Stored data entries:
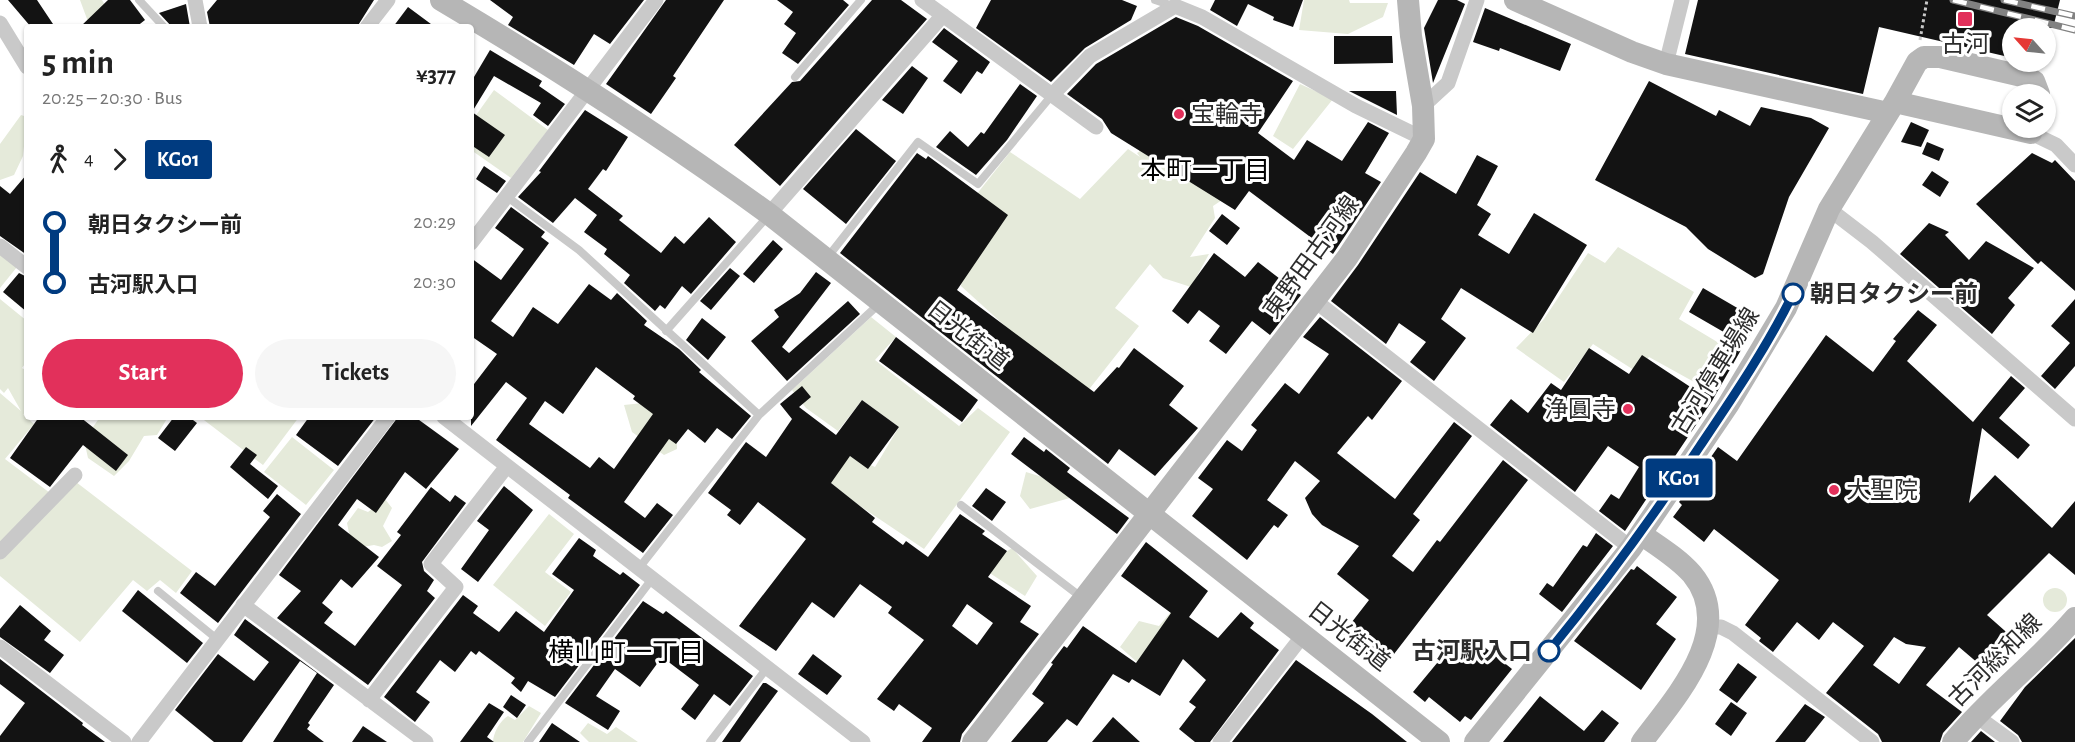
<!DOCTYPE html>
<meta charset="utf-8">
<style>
:root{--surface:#fff;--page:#f6f6f6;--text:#222;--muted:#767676;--accent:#e2305b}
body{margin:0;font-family:"Alegreya Sans","Noto Sans JP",sans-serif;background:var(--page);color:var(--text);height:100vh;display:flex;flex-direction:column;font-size:22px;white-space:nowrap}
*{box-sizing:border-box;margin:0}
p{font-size:20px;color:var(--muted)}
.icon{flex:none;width:33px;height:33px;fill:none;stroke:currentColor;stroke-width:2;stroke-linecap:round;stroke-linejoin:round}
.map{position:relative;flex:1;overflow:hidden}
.side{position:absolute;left:24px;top:24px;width:450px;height:396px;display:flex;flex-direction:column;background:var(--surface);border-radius:6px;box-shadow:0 2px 4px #0004}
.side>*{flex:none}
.badge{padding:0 12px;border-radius:4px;font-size:21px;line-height:39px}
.needle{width:39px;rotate:297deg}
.fabs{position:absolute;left:2002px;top:18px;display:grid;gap:12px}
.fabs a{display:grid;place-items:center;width:54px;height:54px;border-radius:50%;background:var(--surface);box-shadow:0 2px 4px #0004;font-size:30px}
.map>.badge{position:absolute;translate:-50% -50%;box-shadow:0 0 0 3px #fff}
.legs{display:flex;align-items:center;gap:9px;height:66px;padding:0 18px;font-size:20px}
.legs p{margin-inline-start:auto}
.summary{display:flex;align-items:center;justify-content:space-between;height:102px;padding:0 18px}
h1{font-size:33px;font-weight:700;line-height:45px}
.action{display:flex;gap:12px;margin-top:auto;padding:12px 18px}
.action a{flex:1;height:69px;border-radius:36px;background:var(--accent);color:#fff;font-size:24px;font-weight:700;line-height:69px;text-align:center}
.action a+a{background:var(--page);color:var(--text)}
ul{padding:0 18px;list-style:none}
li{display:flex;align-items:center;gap:21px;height:60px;font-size:22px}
li i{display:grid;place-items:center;width:9px;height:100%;margin:0 8px;background:currentColor}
li i::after{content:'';width:15px;height:15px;margin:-8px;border:4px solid;border-radius:50%;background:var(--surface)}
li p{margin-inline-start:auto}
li:first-child i{background:linear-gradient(#0000 50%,currentColor 0)}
li:last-child i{background:linear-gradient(currentColor 50%,#0000 0)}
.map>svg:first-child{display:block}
</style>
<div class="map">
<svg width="2075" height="742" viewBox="0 0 2075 742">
<rect width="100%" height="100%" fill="#fff"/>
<path fill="#e5eada" d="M80 0H102L112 17 90 27Z
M1304 0H1349L1350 3H1388L1383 17 1348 34 1299 30Z
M1300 84 1333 99 1293 149 1273 136Z
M494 90 548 130 511 178 471 150V115L474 118Z
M21 115 27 117 23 156 14 175 0 180V144Z
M1169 132 1222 200 1213 206 1215 218 1190 257 1209 254 1191 287 1163 278 1150 264 1115 308 1139 326 1083 397 961 286 969 204 1010 152 1080 199 1128 149 1140 157 1137 153Z
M1618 247 1694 292 1679 319 1719 343 1696 383 1649 357 1637 372 1593 344 1564 382 1516 348 1544 319 1588 253 1605 263Z
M0 254 17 267 0 288Z
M0 299 27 321V361L22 368 27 371V415L23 414 34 424 5 459 50 493 0 544V393L21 411 8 388 4 393 0 389Z
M871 317 896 337 875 360 959 426 978 408 1010 432 924 549 857 504 777 440 785 439 835 471 850 456 875 467 899 427 862 400 838 431 806 408 792 390Z
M643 403 677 439V449L664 455 632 432 624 405Z
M100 417H168L157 435 144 436 129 461 114 476 88 458 84 440Z
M200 417H299L263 465Z
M292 437 334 470 306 505 264 472Z
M1026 472 1062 483 1070 498 1030 509 1020 496Z
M76 482 192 571 176 593 160 580 147 591 133 580 80 642 0 576V557Z
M385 499 392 508 383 526 392 541 382 547 374 545 357 548 350 538 347 523 358 508 368 512Z
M549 514 574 534 545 572 571 592 545 626 493 585Z
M1012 548 1037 576 1025 596 982 568Z
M2043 600a12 12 0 1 1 24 0a12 12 0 1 1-24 0Z
M1175 607 1146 670 1120 647 1139 621 1159 626Z
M529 706 541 713 523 742H493C493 734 500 720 508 716L515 720Z
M588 723 607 734 616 727 638 742H589L580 733Z"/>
<path fill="#131313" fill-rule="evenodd" d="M8 0H37L55 27H31Z
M108 0H130L145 20 136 27H80Z
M217 0H374L357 27H210L207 12Z
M490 0H644L610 44 594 34 574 65 508 25 513 17Z
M666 0H724L673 76 676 78 651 114 606 84Z
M777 0H843L849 5 798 64 782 53 796 33 784 24 793 12Z
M872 0H901L927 19 780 186 734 145 792 82 800 81Z
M991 0H1122L1137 6 1131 20 1085 48 1051 82 976 28Z
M1215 0H1303L1293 27 1273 20 1274 17 1248 4 1237 26 1210 10Z
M1438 0H1457L1465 4 1433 83 1424 28Z
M1698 0H2060L2053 28H2013V58L1879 27 1863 94 1685 54Z
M186 4 190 27H172L159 13Z
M408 7 435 27H393Z
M1485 8 1571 44 1560 71 1500 48 1499 51 1473 42Z
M1176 17 1198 26 1293 81 1258 133 1294 160 1307 140 1342 161 1368 122 1389 133 1365 173 1381 182 1333 254 1249 191 1235 210 1111 133 1102 119 1067 94 1096 64Z
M944 28 990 62 982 74 977 71 961 94 943 81 958 61 932 42Z
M1334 36H1392L1393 63 1334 64Z
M490 50 542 81 539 86 565 104 548 126 533 115 541 103 494 76 472 112 505 135 489 157 471 145V82Z
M912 66 928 78 903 114 882 100Z
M1649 81 1716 116 1719 110 1750 126 1761 107 1811 118 1829 128 1789 197 1763 274 1755 278 1708 249 1686 227 1595 180Z
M1020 84 1037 96 1007 140 976 175 936 147 950 131 968 147 981 132 984 134Z
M1349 91H1396L1397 115Z
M585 110 628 137 606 171 603 169 588 189 623 216 619 220 661 253 675 236 684 244 709 217 736 242 691 294 682 286 665 309 660 305 655 311 624 283 630 275 604 254 607 249 584 232 597 215 575 198 553 223 518 197 541 172 539 171Z
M1911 122 1929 130 1921 147 1901 142Z
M856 129 896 161 846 224 803 189Z
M1927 142 1944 149 1939 161 1922 154Z
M917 153 926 159 928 156 1008 215 957 290 1094 392 1117 367 1119 368 1134 348 1184 386 1169 405 1198 428 1155 476 1119 449 1108 464 840 253Z
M2032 153 2052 163 2055 160 2075 181V291L2041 261 2038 264 1976 204Z
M1477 155 1498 166 1477 205 1491 214 1478 235 1509 254 1534 213 1587 245 1533 333 1461 288 1441 319 1466 338 1434 381 1410 362 1426 342 1399 323 1386 344 1331 301 1358 265 1420 172 1456 194Z
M484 166 506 181 497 193 476 179Z
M1932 171 1949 182 1940 197 1922 185Z
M27 174V255L0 236V186L10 194Z
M511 207 545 232 541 237 549 243 491 321 513 337 533 307 558 324 589 284 611 300 617 293 647 321 644 325 679 349 701 370 699 372 751 416 732 439 717 428 705 443 688 429 676 444 669 439 624 502 645 518 657 503 673 515 643 553 568 498 570 495 496 440 527 398 506 382 471 426V388L497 354 471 336V258L501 280 524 249 495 228ZM596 367 635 396 633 399 653 414 614 469 599 457 590 468 529 424 545 401 563 414Z
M1222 214 1240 228 1227 245 1209 231Z
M1929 223 1949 232 1945 235 1969 260 1986 241 2034 268 2008 298 2015 305 1992 334 1900 254Z
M773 240 783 249 754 283 743 274Z
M1214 253 1245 277 1258 262 1301 295 1270 335 1252 321 1226 354 1209 341 1220 326 1199 310 1188 324 1172 311Z
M730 268 740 276 711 310 700 301Z
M816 272 831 283 782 347 789 353 848 301 860 314 787 381 751 341 779 317 774 310 800 293Z
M19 273 27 277V312L3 292Z
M1703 288 1758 320 1712 401 1625 531 1599 511 1611 494 1619 499 1639 467 1608 446 1575 492 1490 425 1511 399 1528 413 1551 383 1561 390 1589 348 1629 374 1642 355 1701 394 1734 338 1689 312Z
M2075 299V366L2055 389 2041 376 2070 343 2051 326Z
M1918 310 1937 325 1907 361 1973 422 2011 376 2025 388 1999 418 2030 445 2018 459 1982 428 1969 503 1995 475 2052 528 2075 501V575L2049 553 1987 615 2013 638 1986 670 1959 647 1926 685 1962 712 1943 733 1940 742H1882L1878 734 1826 693 1864 646 1833 622 1819 640 1797 622 1773 652 1759 641 1761 638 1745 625 1779 580 1714 529 1704 542 1673 517 1682 505 1679 502 1718 447 1737 461 1826 335 1873 372 1896 341 1893 339ZM1894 637 1906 644 1926 647 1899 684 1873 665Z
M1320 317 1402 381 1372 420 1368 416 1337 453 1395 499 1454 422 1472 436 1413 514 1420 520 1392 556 1413 572 1437 540 1440 542 1503 460 1528 480 1384 667 1341 636 1369 600 1337 574 1359 546 1322 525 1312 514 1305 498 1320 481 1295 461 1267 500 1288 515 1278 528 1274 525 1247 560 1192 516 1213 489 1198 478 1227 440 1242 451 1257 430 1251 425 1285 383 1299 394 1329 354 1303 337Z
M702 318 726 337 708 360 686 340Z
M896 337 978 400 962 422 879 361Z
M802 386 811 397 799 407 836 435 862 400 899 427 868 469 850 456 831 483 875 518 872 522 903 545 906 541 928 557 960 514 985 531 982 534 1007 551 988 577 1031 606 1020 622 1039 634 962 734 960 742H922L932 728 899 704 894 711 877 699 924 640 888 613 892 607 860 584 834 618 812 602 776 651 739 626 806 539 758 502 740 525 727 515 731 510 708 493 746 442 766 457 792 419 780 404ZM967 604 993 623 977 645 952 626Z
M39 417H80L128 455 116 471 83 445 50 487 10 458Z
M174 417H189L197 423 175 451 158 438Z
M309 417H376L338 466 296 435Z
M398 417H415L459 449 426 489 405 472 376 513 357 499 338 525 379 557 352 588 341 579 322 603 333 612 324 623 355 646 402 585 377 566 401 535 397 532 431 487 450 502 455 495 466 503 422 562 424 571 434 580 427 591 435 598 368 685 277 618 301 591 279 575Z
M1024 437 1044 452 1046 449 1070 468 1067 472 1129 518 1117 534 1011 454Z
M246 447 257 455 250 464 278 486 268 499 230 467Z
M504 486 533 510 478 582 461 569 489 530 477 521Z
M986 488 1006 502 992 521 972 506Z
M277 494 301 514 218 623 180 593 196 572 215 586 270 517 263 511Z
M1596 533 1613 546 1562 612 1539 594 1547 583 1553 587 1583 545 1587 547Z
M579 538 596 550 593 556 620 575 623 572 640 585 555 697 528 681 521 692 511 683 515 678 479 651 476 655 471 651 455 672 440 660 416 692 430 702 415 722 384 697 463 595 478 606 473 613 499 632 516 611 544 632 574 590 552 574Z
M1146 542 1208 591 1189 617 1218 638 1241 612 1254 623 1250 628 1279 650 1210 742H1195L1179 729 1196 707 1189 702 1206 680 1183 659 1160 696 1132 679 1129 683 1113 674 1077 726 1067 719 1047 742H1011L1044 703 1032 694 1053 664 1051 663 1064 646 1067 648 1083 626 1136 663 1171 613 1121 576Z
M1637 566 1677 597 1656 624 1676 639 1641 690 1574 641 1631 569 1634 570Z
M138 590 203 643 187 663 122 611Z
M643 601 663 614 666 611 753 676 730 706 714 694 695 720 681 709 699 685 662 657 640 687 615 669 596 696 620 711 608 730 565 703Z
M20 605 51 631 44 640 64 655 50 673 0 637V629Z
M245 619 334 685 308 723 310 725 307 729 324 742H273L317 673 300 661 242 742H214L175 710 218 654 254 681 269 662 234 635Z
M1473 638 1512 669 1471 720 1465 716 1460 722 1429 697 1425 702 1413 692 1452 645 1461 652Z
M2075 638V742H2022L2018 735 2000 721 2025 687Z
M813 654 842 676 827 695 798 674Z
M0 659 83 723 82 725 105 742H0V736L25 703 0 684Z
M1296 660 1372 714 1407 742H1232Z
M1738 663 1757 677 1737 703 1719 690Z
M763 683H766L778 691 740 742H722Z
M511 695 526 705 517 718 503 707Z
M1540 696 1584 731 1602 710 1619 723 1604 742H1503Z
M1731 702 1747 713 1731 736 1715 724Z
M489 703 504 712 487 737 494 742H460Z
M1805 704 1825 717 1805 742H1775Z
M1113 717 1140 742H1092Z
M552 723 580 742H539Z
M363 726 387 742H352Z
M1981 731 1995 742H1971Z"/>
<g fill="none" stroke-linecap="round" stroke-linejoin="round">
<path stroke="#c9c9c9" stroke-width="3" stroke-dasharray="3 3" stroke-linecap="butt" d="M1920 40 1927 0"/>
<path stroke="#c9c9c9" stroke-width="8" d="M139 0 164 27
M1155 0 1173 6
M795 77 861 0
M506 196 579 250 759 415
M827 258 918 142 978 184 1052 95
M666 331 768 216
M961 505 1081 597
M639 568 759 415 878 305
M158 591 217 639
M528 742 652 579
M710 742 767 668"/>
<path stroke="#c9c9c9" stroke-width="15" d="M195 0 200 27
M922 0 1096 127
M0 23 27 67
M367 27 388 0
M1666 64 1682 0
M1052 95 1090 56 1175 6 1202 17 1356 106 1424 139
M1423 106 1448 83 1477 0
M2031 133 2056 145 2075 165
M1829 209 1872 242 2075 419
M769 214 943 15
M471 243 656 0
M0 246 27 267
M1314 300 1631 548
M444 417 863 742
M0 552 75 475
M243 605 426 742
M1708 627H1721L1733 633 1872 742
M0 647 124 742
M369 700 456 587 431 564 507 466
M1975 715 2012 742
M139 742 388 417
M1220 742 1304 634"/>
<path stroke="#b6b6b6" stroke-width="22" d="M441 0C554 67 663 137 769 214L1439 742
M1515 0 1632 52 1666 64 1888 113
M1895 102 2031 133 2032 128
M1641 534C1658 546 1678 558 1692 574 1738 630 1675 698 1642 742
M973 742 1347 258 1416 153 1424 139 1423 106 1411 36 1408 0
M1475 742 1631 548 1728 405 1786 308 1829 209 1895 102 1917 62 1924 57H1940L2026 77 2034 81 2039 94
M1953 742C1990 697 2037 662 2075 618"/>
<defs>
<path id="rail" d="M1953 0 2075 30
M2004 0 2075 16"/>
</defs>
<use href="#rail" stroke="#818181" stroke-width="7"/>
<use href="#rail" stroke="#fff" stroke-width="4.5" stroke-dasharray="14" stroke-linecap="butt"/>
</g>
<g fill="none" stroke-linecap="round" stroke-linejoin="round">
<defs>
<path id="line-1" d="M1549 651C1603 585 1653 517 1700 446 1733 397 1767 347 1793 294"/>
</defs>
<use href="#line-1" stroke="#fff" stroke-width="14"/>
<use href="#line-1" stroke="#003b80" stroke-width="9"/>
</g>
<g fill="#e2305b" stroke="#fff" stroke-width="2">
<rect x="1957" y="11" width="16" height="16" rx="3"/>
<circle cx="1179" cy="114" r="6"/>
<circle cx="1628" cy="409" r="6"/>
<circle cx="1834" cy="490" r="6"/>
</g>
<g fill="#fff" stroke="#003b80" stroke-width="3">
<circle cx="1793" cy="294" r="10"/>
<circle cx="1549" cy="651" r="10"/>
</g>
<g text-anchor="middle" stroke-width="6" stroke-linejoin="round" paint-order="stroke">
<g font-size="24" fill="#2c2c2c" stroke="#fff" text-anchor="start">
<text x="1965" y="52" text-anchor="middle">古河</text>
<text x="1191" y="122">宝輪寺</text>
<text x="1616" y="417" text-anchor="end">浄圓寺</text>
<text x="1846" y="498">大聖院</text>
</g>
<g font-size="24" fill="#2c2c2c" stroke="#fff">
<text transform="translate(1311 257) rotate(-54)" y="8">東野田古河線</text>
<text transform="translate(968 335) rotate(38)" y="8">日光街道</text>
<text transform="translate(1715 371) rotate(-58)" y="8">古河停車場線</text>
<text transform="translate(1349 636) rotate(38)" y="8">日光街道</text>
<text transform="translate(1995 660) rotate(-45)" y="8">古河総和線</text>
</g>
<g font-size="24" font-weight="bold" fill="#2c2c2c" stroke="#fff" text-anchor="start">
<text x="1810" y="302">朝日タクシー前</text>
<text x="1532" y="659" text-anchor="end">古河駅入口</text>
</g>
<g font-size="26" fill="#000" stroke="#fff">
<text x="1205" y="179">本町一丁目</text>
<text x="626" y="661">横山町一丁目</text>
</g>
</g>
</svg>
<div class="fabs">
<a><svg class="needle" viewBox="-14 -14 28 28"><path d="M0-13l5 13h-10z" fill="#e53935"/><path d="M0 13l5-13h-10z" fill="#767676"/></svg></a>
<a><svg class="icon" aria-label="layers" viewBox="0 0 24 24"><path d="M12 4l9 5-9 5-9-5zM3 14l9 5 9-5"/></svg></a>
</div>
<b class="badge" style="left:1679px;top:478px;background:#003b80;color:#fff">KG01</b>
<section class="side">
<div class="summary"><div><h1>5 min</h1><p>20:25 – 20:30 · Bus</p></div><b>¥377</b></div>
<div class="legs"><svg class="icon" aria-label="walk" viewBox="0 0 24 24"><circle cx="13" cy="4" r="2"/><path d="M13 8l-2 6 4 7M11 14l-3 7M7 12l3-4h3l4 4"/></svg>4<svg class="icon" aria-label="forward" viewBox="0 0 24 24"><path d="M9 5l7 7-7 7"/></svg><b class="badge" style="background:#003b80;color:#fff">KG01</b></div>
<ul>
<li><i style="color:#003b80"></i><b>朝日タクシー前</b><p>20:29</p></li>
<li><i style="color:#003b80"></i><b>古河駅入口</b><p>20:30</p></li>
</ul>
<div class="action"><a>Start</a><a>Tickets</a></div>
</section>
</div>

**INSTRUCTIONS TO FOLLOW:** If a line of the records includes the string "fabs", copy it out.

**WRITTEN ANSWER:**
.fabs{position:absolute;left:2002px;top:18px;display:grid;gap:12px}
.fabs a{display:grid;place-items:center;width:54px;height:54px;border-radius:50%;background:var(--surface);box-shadow:0 2px 4px #0004;font-size:30px}
<div class="fabs">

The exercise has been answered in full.